Collected data:
=== Begin Enclosure ===
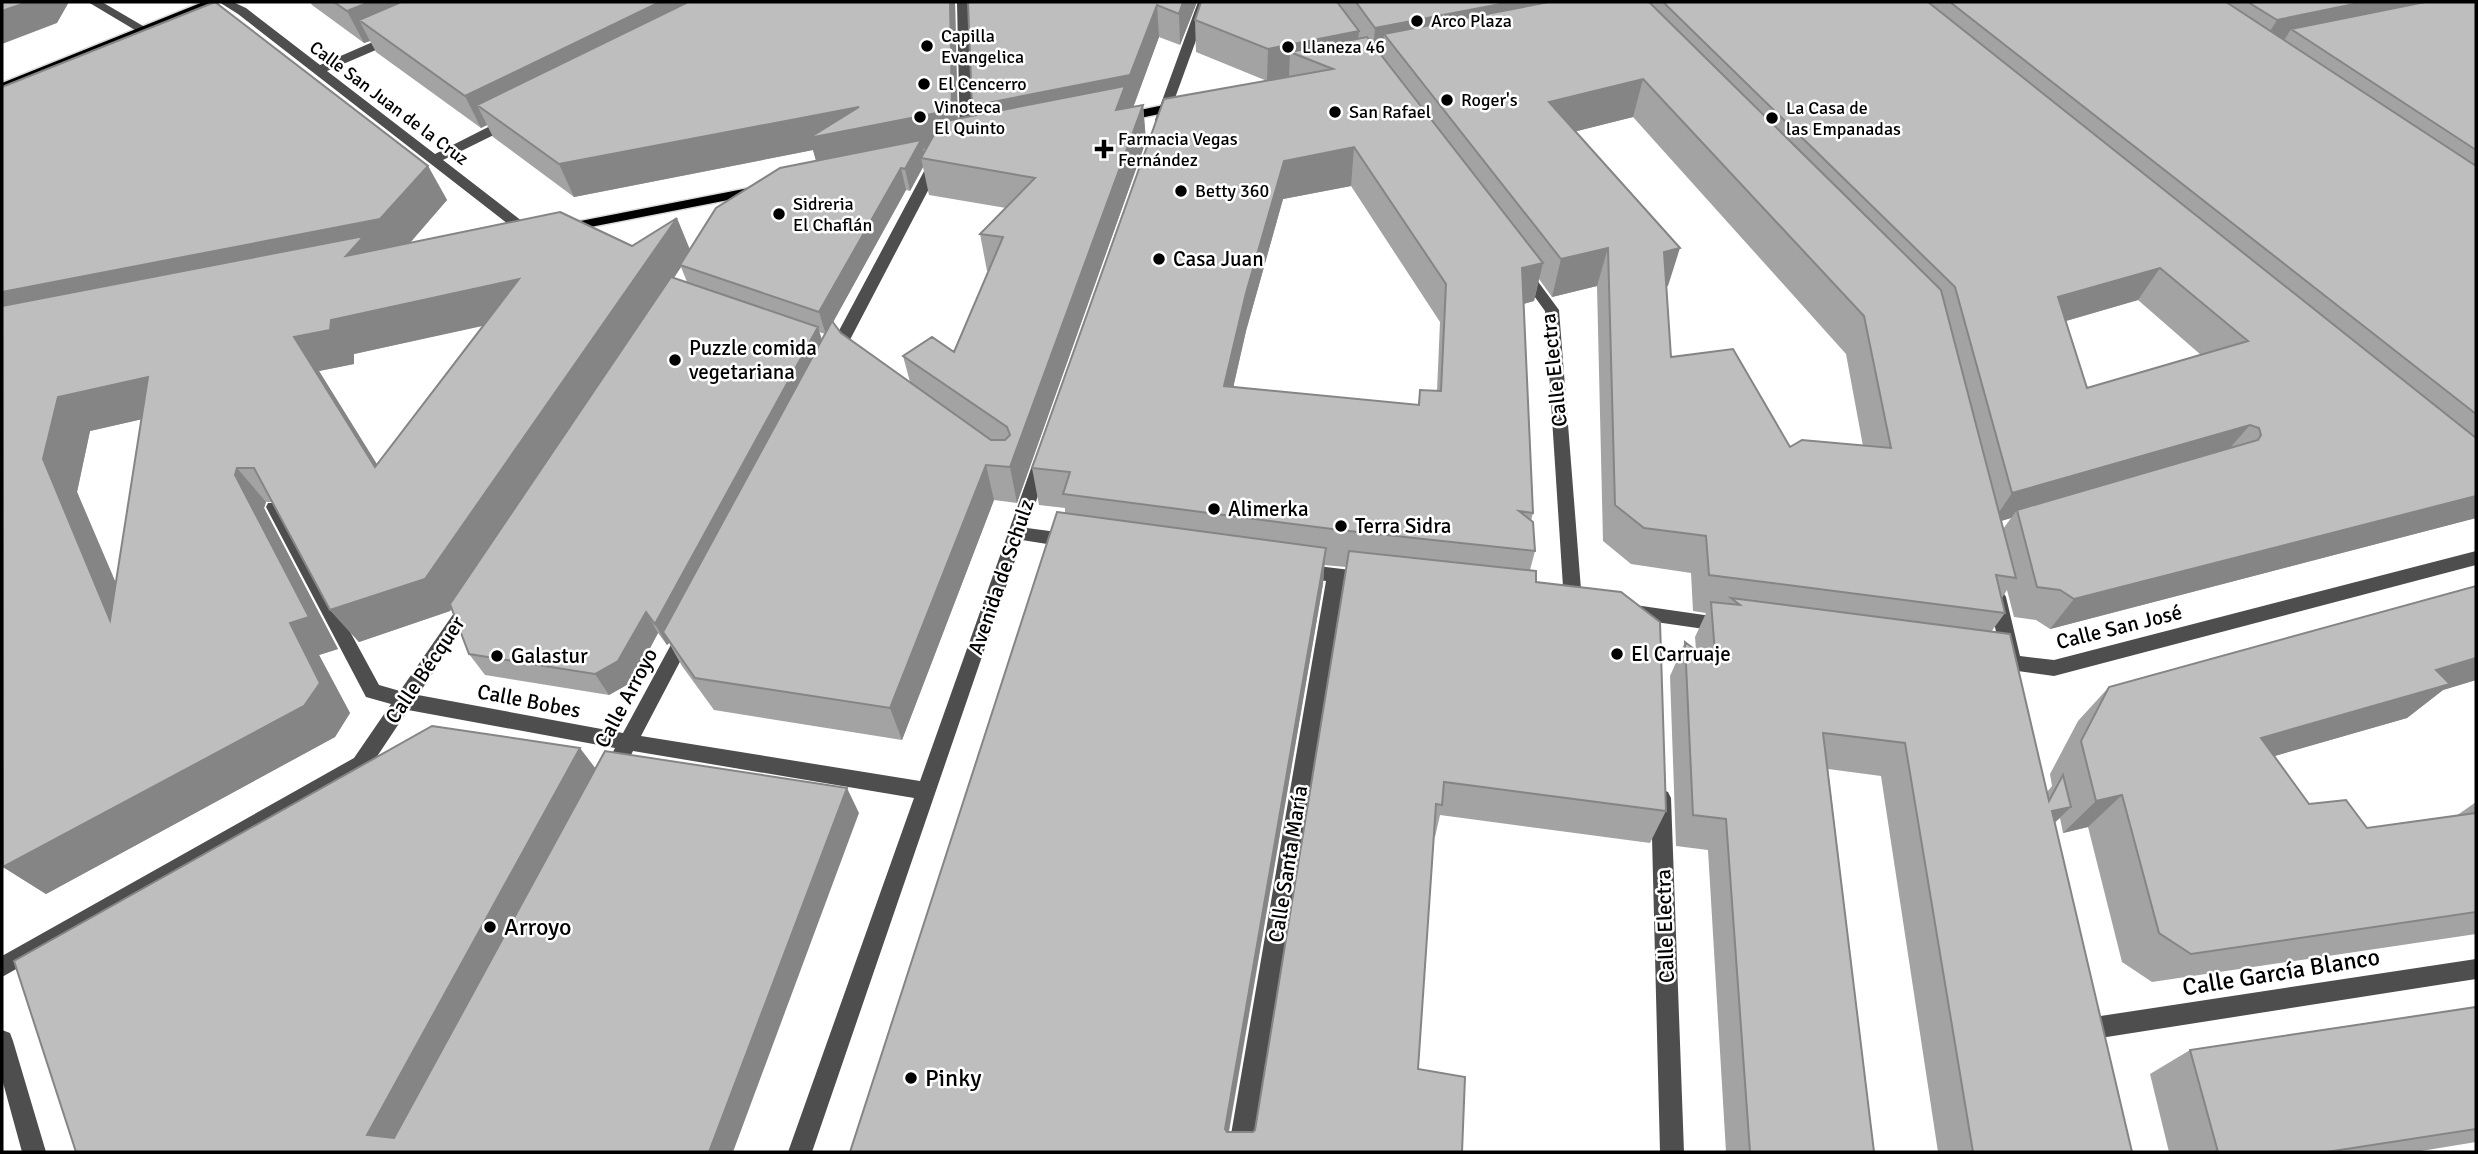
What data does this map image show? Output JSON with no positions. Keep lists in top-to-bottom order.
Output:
{
  "streets": {
    "street": [
      "Calle San Juan de la Cruz",
      "Calle Electra",
      "Avenida de Schulz",
      "Calle San José",
      "Calle Bécquer",
      "Calle Arroyo",
      "Calle Bobes",
      "Calle Santa María",
      "Calle García Blanco"
    ]
  },
  "crossings": [
    ["Avenida de Schulz", "Calle Bobes"],
    ["Calle Bécquer", "Calle Bobes"],
    ["Calle Arroyo", "Calle Bobes"]
  ],
  "places": {
    "other": [
      "Arco Plaza",
      "Capilla Evangelica",
      "Llaneza 46",
      "El Cencerro",
      "Roger's",
      "San Rafael",
      "Vinoteca El Quinto",
      "La Casa de las Empanadas",
      "Betty 360",
      "Sidreria El Chaflán",
      "Casa Juan",
      "Puzzle comida vegetariana",
      "Alimerka",
      "Terra Sidra",
      "El Carruaje",
      "Galastur",
      "Arroyo",
      "Pinky"
    ],
    "health": ["Farmacia Vegas Fernández"]
  }
}
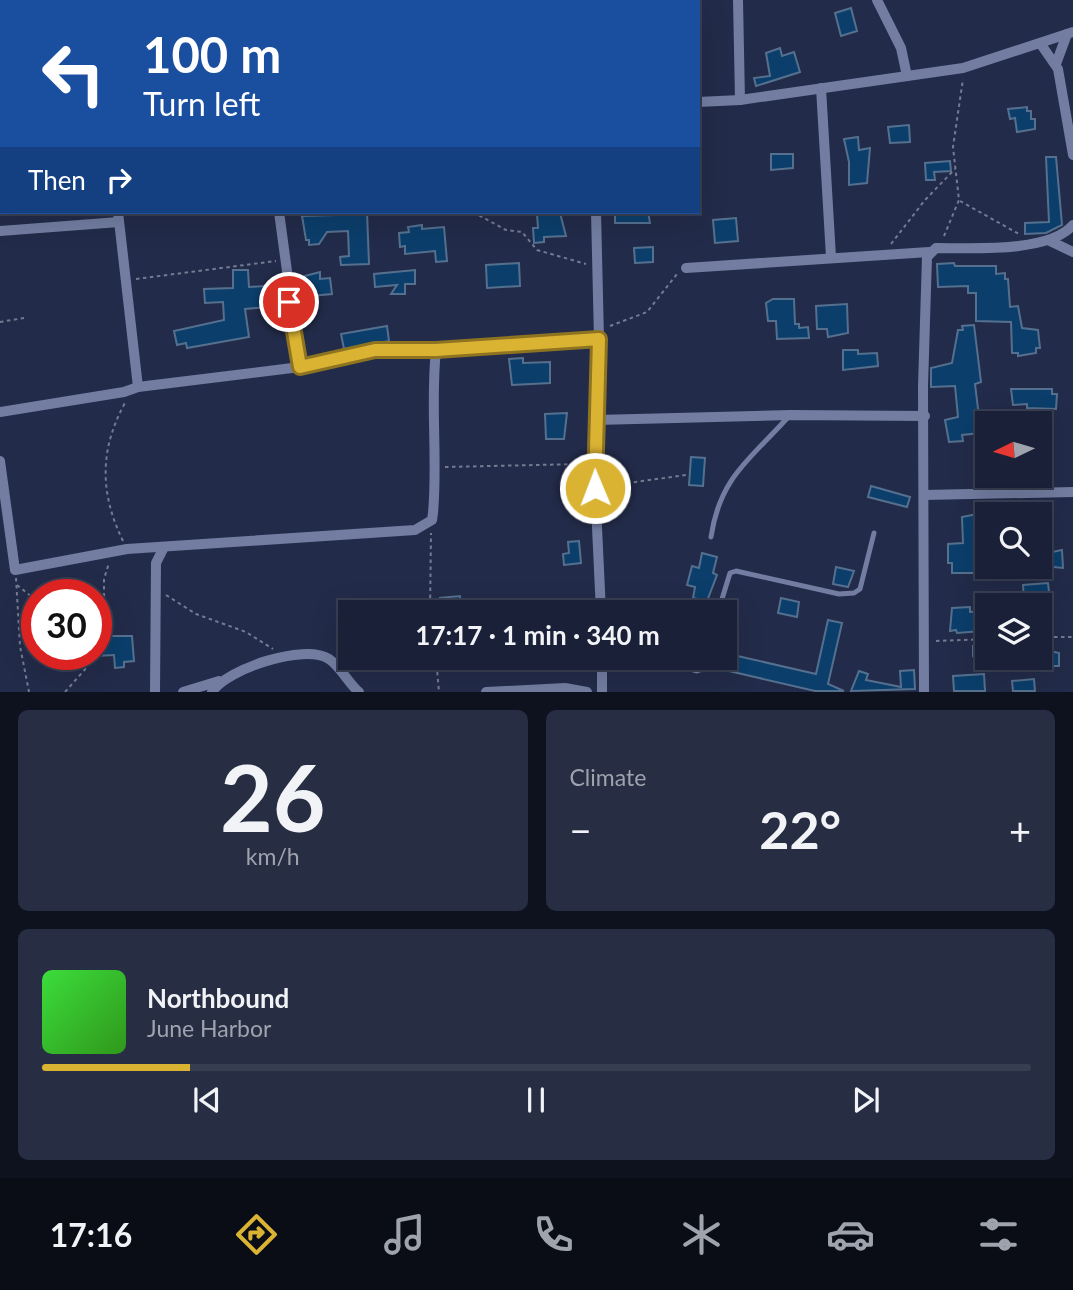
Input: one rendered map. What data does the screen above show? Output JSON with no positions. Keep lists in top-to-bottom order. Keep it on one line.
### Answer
=== End Enclosure ===
What the task requires: Drop the images and transcribe the entries above exactly.

Result of this task:
What data does this map image show? Output JSON with no positions. Keep lists in top-to-bottom order.
Output:
{
  "streets": {
    "street": [
      "Calle San Juan de la Cruz",
      "Calle Electra",
      "Avenida de Schulz",
      "Calle San José",
      "Calle Bécquer",
      "Calle Arroyo",
      "Calle Bobes",
      "Calle Santa María",
      "Calle García Blanco"
    ]
  },
  "crossings": [
    ["Avenida de Schulz", "Calle Bobes"],
    ["Calle Bécquer", "Calle Bobes"],
    ["Calle Arroyo", "Calle Bobes"]
  ],
  "places": {
    "other": [
      "Arco Plaza",
      "Capilla Evangelica",
      "Llaneza 46",
      "El Cencerro",
      "Roger's",
      "San Rafael",
      "Vinoteca El Quinto",
      "La Casa de las Empanadas",
      "Betty 360",
      "Sidreria El Chaflán",
      "Casa Juan",
      "Puzzle comida vegetariana",
      "Alimerka",
      "Terra Sidra",
      "El Carruaje",
      "Galastur",
      "Arroyo",
      "Pinky"
    ],
    "health": ["Farmacia Vegas Fernández"]
  }
}
Input: one rendered map. What data does the screen above show? Output JSON with no positions. Keep lists in top-to-bottom order. Keep it on one line.
### Answer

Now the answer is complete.